▸ **TASK DESCRIPTION**: Lines that include the word "Close" should be copied from the listing that follows.

※

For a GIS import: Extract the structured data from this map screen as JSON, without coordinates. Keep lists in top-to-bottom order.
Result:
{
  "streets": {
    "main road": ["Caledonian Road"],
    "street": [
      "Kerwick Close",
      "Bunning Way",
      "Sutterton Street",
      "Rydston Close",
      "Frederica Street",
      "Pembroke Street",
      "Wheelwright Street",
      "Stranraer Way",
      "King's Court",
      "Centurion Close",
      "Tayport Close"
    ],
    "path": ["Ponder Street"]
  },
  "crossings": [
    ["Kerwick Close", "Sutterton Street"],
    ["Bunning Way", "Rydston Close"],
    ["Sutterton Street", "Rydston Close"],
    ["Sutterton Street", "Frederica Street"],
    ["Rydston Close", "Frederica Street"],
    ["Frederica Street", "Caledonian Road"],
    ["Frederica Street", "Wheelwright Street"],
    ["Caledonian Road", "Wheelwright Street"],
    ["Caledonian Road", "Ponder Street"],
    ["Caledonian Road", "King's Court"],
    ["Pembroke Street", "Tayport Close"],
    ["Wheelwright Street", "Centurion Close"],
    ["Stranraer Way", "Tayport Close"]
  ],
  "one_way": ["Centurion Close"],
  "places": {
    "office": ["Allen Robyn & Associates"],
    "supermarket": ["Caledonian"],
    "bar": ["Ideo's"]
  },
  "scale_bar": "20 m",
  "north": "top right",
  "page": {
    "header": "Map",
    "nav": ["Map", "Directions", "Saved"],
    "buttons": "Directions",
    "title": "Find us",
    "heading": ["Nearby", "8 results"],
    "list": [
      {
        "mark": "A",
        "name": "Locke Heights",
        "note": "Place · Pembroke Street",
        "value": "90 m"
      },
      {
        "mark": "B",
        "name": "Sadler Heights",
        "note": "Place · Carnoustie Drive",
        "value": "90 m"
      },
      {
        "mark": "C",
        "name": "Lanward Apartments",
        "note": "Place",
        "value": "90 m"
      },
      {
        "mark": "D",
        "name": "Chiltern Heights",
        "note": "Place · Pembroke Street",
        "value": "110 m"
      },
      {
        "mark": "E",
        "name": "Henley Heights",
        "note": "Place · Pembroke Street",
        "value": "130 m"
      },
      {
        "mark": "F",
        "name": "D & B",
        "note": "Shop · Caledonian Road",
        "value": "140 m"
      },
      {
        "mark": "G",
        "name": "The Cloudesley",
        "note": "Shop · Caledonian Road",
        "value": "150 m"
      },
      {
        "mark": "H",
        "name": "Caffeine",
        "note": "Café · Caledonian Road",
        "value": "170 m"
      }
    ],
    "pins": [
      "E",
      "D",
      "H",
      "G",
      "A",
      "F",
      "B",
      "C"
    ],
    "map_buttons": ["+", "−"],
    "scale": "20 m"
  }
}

※

▸ **REPLY**:
      "Kerwick Close",
      "Rydston Close",
      "Centurion Close",
      "Tayport Close"
    ["Kerwick Close", "Sutterton Street"],
    ["Bunning Way", "Rydston Close"],
    ["Sutterton Street", "Rydston Close"],
    ["Rydston Close", "Frederica Street"],
    ["Pembroke Street", "Tayport Close"],
    ["Wheelwright Street", "Centurion Close"],
    ["Stranraer Way", "Tayport Close"]
  "one_way": ["Centurion Close"],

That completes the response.